The festival has taken on a distinctly Arab flavour. Iraqi singer Kadhim al-Sahir is performing on July 23. Lebanese composer, oud-player and singer Marcel Khalife performs on the closing night. All that is fitting, says Jumblatt, barely months after Syrian troops ended their 29-year presence in Lebanon.


Held in Baalbek, a stronghold of the Shi’ite Muslim Hizbollah group, Lebanon’s oldest festival was frozen during much of the war. Its founder May Arida, said it was more vital to host the concerts this year, despite the turmoil, than ever.

“I could not shut down the festival because this would have damaged Lebanon’s reputation,” said Arida, who founded the Baalbek International Festival during Lebanon’s heyday in 1955. “Our program has not changed.
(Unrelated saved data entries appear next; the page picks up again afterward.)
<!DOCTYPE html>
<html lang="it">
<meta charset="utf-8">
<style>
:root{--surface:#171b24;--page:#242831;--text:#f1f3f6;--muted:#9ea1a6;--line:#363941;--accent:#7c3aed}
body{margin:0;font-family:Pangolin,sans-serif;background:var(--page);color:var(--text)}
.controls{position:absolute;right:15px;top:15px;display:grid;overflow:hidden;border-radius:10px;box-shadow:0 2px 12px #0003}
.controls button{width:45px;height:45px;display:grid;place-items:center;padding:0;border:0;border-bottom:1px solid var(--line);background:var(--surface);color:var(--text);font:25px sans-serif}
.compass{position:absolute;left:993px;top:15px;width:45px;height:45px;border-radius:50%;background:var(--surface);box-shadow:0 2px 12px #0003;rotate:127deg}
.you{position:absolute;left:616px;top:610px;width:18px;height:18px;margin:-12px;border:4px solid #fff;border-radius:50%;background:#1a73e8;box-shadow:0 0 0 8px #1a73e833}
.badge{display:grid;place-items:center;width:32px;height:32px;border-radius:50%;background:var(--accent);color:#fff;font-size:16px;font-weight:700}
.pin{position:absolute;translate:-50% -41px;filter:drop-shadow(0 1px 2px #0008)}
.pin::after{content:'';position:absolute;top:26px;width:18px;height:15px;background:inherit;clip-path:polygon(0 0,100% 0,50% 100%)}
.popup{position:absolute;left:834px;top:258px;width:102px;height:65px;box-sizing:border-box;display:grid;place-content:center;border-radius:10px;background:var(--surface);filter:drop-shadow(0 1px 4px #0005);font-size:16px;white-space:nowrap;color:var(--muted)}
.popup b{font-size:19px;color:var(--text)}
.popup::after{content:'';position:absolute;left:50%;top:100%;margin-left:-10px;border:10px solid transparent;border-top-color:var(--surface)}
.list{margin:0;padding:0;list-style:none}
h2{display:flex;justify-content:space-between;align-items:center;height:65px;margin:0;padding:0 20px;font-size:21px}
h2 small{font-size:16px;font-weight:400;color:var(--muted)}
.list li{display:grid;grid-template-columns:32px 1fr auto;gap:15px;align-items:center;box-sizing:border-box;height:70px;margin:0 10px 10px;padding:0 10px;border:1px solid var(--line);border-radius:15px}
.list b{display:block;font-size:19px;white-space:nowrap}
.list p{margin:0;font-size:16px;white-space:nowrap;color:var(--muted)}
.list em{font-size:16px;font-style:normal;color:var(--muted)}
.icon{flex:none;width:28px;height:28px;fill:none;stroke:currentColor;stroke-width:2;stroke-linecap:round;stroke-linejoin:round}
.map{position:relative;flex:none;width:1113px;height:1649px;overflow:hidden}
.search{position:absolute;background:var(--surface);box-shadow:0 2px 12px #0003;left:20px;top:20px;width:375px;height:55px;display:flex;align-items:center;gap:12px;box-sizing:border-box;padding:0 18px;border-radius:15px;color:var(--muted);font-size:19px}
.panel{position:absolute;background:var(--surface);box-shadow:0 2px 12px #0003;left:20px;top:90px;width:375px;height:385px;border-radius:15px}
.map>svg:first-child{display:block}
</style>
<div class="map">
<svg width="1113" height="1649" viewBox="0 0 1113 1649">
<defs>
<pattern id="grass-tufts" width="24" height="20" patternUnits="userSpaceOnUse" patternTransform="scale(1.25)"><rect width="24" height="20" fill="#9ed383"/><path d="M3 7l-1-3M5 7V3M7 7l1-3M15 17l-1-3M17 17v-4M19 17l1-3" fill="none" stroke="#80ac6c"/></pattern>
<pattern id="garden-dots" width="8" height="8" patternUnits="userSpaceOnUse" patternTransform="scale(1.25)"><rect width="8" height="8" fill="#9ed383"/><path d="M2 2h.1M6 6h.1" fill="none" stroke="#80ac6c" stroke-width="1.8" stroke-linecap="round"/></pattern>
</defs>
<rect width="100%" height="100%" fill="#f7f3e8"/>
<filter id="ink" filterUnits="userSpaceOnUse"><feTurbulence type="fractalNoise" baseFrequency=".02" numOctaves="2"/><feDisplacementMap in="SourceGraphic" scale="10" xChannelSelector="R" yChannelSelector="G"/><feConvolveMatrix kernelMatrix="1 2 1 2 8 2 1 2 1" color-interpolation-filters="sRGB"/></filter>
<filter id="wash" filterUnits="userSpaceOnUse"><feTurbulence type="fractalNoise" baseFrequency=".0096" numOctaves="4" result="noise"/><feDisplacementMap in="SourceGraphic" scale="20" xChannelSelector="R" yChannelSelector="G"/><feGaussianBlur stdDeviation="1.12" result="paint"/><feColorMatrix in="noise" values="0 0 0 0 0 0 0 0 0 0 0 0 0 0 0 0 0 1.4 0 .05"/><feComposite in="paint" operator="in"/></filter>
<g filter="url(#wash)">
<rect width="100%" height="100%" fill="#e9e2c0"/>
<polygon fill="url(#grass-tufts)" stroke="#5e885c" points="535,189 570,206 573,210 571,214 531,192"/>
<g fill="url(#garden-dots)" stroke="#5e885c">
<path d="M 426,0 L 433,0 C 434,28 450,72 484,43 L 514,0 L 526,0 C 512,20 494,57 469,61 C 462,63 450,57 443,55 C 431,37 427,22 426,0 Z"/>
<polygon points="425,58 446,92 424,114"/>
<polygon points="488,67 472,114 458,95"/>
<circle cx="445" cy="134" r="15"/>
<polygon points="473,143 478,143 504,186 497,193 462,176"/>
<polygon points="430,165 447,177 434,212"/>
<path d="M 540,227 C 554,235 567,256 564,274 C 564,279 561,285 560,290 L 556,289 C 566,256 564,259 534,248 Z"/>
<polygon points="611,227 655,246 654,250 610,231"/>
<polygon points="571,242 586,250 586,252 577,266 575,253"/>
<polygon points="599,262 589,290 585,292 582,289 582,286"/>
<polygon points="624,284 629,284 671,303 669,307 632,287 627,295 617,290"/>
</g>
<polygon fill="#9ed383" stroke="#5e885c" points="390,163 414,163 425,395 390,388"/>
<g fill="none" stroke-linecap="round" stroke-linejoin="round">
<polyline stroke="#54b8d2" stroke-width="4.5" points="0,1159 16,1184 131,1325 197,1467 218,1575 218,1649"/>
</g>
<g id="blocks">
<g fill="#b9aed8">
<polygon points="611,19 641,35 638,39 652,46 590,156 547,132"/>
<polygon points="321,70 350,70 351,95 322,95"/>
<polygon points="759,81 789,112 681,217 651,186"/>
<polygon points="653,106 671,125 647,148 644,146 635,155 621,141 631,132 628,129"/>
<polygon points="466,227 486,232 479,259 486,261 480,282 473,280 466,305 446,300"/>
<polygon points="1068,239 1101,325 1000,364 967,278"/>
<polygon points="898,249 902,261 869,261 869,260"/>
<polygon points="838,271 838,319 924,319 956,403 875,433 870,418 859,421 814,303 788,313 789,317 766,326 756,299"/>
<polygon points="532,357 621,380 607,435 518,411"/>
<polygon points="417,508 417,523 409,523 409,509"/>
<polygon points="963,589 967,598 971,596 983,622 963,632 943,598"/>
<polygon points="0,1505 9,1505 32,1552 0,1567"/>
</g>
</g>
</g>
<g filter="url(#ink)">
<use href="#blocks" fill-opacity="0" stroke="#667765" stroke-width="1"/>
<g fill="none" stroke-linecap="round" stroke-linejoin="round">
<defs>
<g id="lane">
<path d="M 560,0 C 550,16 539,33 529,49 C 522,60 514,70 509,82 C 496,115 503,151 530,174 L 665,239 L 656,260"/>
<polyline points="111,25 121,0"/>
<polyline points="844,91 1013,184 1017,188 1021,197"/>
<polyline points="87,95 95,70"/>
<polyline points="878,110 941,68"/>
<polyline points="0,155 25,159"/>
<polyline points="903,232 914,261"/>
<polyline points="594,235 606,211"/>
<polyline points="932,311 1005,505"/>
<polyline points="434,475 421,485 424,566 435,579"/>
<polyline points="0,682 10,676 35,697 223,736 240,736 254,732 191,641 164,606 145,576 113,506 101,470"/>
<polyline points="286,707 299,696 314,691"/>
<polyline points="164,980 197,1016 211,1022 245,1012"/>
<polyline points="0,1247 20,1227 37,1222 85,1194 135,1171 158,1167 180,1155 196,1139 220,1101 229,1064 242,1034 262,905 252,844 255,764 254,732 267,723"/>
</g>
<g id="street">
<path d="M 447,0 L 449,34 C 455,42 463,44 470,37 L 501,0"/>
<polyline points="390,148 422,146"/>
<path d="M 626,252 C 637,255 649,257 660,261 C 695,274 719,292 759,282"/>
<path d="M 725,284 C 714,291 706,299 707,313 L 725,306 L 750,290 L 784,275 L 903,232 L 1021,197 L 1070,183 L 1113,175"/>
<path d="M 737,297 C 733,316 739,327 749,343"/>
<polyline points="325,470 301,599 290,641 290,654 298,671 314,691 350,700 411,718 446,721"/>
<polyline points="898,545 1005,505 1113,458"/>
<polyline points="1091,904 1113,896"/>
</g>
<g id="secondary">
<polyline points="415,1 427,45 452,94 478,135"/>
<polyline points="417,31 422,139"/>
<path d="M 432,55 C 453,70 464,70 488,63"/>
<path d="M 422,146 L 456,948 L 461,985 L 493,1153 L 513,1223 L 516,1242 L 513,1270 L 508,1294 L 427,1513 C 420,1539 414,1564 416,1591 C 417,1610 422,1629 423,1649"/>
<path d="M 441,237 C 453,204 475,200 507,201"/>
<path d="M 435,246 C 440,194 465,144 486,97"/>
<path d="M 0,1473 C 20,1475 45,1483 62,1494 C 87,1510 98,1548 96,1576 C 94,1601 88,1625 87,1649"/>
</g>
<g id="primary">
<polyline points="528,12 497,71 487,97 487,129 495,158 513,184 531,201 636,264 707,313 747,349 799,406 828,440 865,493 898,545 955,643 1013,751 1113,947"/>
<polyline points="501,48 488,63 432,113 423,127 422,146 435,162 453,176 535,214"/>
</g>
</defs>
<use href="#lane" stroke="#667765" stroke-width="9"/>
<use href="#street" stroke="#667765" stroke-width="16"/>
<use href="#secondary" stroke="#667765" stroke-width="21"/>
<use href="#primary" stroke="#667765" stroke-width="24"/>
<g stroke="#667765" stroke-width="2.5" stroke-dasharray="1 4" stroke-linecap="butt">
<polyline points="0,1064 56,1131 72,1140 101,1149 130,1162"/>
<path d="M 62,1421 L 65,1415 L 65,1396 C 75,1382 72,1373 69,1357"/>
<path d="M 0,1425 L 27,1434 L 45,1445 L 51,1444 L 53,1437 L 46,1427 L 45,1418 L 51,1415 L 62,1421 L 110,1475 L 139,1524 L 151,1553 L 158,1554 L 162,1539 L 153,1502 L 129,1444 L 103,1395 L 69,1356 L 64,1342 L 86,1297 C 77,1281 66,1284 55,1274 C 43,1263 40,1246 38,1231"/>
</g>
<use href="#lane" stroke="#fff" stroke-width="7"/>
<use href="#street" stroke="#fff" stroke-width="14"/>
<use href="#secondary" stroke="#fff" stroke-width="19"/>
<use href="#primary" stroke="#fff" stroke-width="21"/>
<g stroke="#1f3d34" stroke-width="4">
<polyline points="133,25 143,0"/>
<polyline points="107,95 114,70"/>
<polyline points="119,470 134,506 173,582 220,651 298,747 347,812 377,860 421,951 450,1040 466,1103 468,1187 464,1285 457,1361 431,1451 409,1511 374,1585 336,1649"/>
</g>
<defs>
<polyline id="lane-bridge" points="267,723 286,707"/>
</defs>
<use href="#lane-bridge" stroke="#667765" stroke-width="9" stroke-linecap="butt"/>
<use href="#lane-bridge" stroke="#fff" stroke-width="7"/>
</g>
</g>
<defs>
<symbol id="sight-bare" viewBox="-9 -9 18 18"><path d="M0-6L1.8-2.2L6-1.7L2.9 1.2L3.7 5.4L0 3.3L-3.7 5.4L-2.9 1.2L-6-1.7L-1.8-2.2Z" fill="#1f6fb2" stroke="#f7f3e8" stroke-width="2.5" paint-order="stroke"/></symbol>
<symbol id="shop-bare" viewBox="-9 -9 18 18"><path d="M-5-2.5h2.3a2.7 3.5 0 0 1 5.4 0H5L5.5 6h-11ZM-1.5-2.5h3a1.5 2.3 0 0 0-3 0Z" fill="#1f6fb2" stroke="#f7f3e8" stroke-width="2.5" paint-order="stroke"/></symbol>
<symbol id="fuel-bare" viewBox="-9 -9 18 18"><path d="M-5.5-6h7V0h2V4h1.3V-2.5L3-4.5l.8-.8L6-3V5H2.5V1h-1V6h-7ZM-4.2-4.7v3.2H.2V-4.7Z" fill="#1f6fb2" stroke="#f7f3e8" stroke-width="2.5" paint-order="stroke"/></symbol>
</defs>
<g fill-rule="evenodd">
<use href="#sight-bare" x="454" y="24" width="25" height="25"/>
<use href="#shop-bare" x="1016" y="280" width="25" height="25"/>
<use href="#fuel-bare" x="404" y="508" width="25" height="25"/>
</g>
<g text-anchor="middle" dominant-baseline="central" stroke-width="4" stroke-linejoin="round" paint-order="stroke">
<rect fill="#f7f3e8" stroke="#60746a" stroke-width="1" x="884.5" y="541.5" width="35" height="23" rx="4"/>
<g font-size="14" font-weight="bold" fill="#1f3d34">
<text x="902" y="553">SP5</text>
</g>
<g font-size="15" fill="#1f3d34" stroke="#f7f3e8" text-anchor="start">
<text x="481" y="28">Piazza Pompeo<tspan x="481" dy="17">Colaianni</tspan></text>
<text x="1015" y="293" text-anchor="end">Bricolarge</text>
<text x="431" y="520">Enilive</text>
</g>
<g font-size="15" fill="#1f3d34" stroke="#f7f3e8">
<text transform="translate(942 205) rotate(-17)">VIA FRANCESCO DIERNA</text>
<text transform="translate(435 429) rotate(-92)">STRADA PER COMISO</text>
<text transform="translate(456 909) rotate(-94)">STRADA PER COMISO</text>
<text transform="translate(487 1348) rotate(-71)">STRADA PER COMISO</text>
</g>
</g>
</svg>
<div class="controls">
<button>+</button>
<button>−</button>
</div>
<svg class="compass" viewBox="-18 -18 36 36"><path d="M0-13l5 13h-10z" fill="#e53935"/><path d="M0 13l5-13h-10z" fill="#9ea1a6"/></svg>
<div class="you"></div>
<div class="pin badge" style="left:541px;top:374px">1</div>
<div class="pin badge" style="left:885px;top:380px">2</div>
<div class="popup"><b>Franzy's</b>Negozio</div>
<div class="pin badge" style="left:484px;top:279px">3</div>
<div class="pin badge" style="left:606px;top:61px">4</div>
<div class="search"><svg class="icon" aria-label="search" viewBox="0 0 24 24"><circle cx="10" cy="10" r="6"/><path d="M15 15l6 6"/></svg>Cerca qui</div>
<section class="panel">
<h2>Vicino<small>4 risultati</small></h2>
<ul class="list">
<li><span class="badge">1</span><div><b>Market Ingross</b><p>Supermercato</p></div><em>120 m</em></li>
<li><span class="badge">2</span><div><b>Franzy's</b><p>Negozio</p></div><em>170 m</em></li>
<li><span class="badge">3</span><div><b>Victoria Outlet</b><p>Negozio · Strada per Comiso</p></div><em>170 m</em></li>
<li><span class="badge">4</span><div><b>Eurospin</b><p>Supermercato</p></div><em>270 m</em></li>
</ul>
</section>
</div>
No one canceled and nor did we.”

A few years back, Sting played amid the majestic yellow pillars of Baalbek, once the Roman City of the Sun. This year, it opens with Flying Flames, a musical dance show incorporating trapeze and acrobatics.

But amid the killings that have rocked the country, Baalbek will not be celebrating its golden jubilee this summer, Arida said. It postponed its 50th anniversary party until next year.

Tickets are selling, but few expect the concerts to attract as many Arab fans from around the region or Lebanese expatriates.

“It is our duty more than ever to hold the festivals because sadly all people abroad hear about Lebanon is fear and assassinations so we must show our civilized, cultured face,” Jumblatt said.

“We hope nothing else happens, but that is out of our hands.”